• **TASK DESCRIPTION**:
Extract exactly the lines from the top of the records through the line containing "position:relative; width:606px; height:802px;", and keep pictures out of the copy.
======== RAW DATA ========
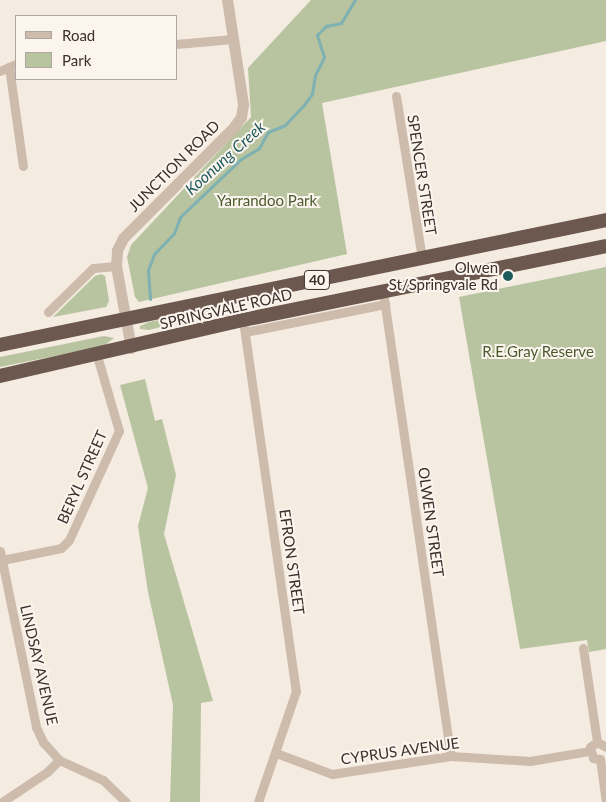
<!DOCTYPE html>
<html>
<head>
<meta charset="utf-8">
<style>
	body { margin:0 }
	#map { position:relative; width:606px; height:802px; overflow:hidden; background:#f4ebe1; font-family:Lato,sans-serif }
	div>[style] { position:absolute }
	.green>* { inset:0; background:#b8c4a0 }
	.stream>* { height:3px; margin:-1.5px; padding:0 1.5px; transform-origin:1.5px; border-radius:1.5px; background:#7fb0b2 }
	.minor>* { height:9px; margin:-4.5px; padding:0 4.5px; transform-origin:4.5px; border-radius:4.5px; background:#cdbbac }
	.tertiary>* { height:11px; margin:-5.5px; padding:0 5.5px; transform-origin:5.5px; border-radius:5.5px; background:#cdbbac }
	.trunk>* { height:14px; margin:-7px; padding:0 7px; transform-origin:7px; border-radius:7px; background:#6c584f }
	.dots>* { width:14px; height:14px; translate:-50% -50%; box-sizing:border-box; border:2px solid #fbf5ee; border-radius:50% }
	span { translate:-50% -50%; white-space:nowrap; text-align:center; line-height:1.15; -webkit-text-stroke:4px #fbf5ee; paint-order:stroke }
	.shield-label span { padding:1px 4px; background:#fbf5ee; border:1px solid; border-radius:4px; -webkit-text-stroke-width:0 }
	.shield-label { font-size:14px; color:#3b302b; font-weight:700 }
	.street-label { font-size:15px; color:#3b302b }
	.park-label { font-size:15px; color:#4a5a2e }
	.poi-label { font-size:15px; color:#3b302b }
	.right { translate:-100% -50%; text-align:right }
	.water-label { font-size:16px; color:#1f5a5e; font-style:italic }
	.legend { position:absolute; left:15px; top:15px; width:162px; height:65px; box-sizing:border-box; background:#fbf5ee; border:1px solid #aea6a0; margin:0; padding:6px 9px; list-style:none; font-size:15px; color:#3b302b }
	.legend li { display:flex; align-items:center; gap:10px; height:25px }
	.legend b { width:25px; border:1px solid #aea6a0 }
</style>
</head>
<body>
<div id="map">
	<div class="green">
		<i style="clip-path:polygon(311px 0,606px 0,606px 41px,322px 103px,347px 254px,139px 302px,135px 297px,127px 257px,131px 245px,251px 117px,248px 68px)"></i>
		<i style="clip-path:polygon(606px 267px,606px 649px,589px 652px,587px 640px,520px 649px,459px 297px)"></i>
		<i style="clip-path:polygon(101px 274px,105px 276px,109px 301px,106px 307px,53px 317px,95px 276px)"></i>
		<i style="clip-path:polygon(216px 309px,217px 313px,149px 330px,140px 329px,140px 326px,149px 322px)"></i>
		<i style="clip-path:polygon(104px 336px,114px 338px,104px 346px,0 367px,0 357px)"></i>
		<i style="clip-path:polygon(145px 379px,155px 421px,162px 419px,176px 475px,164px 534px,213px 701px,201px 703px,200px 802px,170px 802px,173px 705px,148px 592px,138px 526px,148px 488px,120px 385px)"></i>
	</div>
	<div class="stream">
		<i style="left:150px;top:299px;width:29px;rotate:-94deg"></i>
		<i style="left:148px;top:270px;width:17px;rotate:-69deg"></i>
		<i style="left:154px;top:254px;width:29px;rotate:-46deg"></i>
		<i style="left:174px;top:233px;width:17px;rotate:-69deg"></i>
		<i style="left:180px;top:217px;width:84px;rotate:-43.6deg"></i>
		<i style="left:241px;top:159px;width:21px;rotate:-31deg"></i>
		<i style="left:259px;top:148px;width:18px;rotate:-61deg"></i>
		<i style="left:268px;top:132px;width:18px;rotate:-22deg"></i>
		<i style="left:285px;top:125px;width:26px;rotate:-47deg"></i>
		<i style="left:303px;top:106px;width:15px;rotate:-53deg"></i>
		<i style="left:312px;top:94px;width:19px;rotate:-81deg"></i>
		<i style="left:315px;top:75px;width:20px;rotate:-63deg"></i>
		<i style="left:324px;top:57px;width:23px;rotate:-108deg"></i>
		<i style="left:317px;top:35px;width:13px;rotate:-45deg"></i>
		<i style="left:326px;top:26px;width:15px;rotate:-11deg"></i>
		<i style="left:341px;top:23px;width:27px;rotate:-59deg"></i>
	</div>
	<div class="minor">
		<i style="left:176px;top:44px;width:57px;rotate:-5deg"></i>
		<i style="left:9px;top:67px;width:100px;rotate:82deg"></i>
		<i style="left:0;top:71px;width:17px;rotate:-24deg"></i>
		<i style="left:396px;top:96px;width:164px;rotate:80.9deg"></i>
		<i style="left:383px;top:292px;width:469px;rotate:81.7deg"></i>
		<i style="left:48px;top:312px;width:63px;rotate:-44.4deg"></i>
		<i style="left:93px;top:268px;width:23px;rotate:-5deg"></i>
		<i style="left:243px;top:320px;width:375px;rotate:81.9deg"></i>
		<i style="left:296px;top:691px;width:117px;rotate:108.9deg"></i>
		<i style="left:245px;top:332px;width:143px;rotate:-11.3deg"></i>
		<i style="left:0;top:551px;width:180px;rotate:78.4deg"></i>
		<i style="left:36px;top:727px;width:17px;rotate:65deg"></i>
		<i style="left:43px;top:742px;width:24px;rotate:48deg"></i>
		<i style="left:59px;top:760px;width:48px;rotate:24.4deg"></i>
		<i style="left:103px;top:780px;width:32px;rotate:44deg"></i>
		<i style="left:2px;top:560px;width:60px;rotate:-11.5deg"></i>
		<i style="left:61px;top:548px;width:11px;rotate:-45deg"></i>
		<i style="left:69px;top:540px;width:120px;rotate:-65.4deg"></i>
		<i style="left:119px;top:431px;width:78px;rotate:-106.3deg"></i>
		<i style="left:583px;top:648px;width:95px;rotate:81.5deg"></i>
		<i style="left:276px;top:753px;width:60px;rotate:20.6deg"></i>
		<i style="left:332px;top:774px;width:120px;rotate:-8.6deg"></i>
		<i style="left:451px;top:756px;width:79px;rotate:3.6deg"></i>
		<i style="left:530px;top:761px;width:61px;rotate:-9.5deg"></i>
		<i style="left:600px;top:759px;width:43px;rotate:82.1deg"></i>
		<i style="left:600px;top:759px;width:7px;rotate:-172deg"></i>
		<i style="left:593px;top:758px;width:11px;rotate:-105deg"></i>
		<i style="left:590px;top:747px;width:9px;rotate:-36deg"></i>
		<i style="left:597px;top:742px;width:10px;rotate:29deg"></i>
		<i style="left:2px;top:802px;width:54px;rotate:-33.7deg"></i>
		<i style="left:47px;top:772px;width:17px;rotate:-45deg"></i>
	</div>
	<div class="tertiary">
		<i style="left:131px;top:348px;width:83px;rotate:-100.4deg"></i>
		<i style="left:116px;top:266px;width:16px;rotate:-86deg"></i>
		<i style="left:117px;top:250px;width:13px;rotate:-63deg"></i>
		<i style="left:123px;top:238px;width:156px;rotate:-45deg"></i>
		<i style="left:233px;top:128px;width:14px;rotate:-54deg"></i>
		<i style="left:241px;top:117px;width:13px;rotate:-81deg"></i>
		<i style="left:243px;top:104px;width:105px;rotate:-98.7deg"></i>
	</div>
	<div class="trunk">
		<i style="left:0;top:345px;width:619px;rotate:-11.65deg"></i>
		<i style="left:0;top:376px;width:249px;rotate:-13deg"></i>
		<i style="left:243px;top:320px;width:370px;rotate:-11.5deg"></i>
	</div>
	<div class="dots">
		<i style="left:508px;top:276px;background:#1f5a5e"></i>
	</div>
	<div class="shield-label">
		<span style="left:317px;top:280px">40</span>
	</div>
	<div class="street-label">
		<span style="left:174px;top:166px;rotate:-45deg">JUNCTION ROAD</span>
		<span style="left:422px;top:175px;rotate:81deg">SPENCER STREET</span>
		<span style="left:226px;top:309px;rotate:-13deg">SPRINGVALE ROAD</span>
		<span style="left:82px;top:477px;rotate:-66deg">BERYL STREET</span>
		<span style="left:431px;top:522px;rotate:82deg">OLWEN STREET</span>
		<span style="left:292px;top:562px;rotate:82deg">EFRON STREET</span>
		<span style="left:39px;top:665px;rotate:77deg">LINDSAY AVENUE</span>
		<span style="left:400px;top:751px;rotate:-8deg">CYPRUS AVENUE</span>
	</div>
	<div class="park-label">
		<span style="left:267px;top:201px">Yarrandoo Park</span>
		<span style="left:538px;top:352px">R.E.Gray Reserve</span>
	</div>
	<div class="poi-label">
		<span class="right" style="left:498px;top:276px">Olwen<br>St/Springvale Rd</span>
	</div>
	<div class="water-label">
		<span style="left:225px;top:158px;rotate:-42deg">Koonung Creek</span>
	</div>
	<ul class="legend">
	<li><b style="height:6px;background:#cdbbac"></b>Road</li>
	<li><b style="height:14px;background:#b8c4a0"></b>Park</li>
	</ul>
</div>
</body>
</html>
========
• **FINAL ANSWER**:
<!DOCTYPE html>
<html>
<head>
<meta charset="utf-8">
<style>
	body { margin:0 }
	#map { position:relative; width:606px; height:802px; overflow:hidden; background:#f4ebe1; font-family:Lato,sans-serif }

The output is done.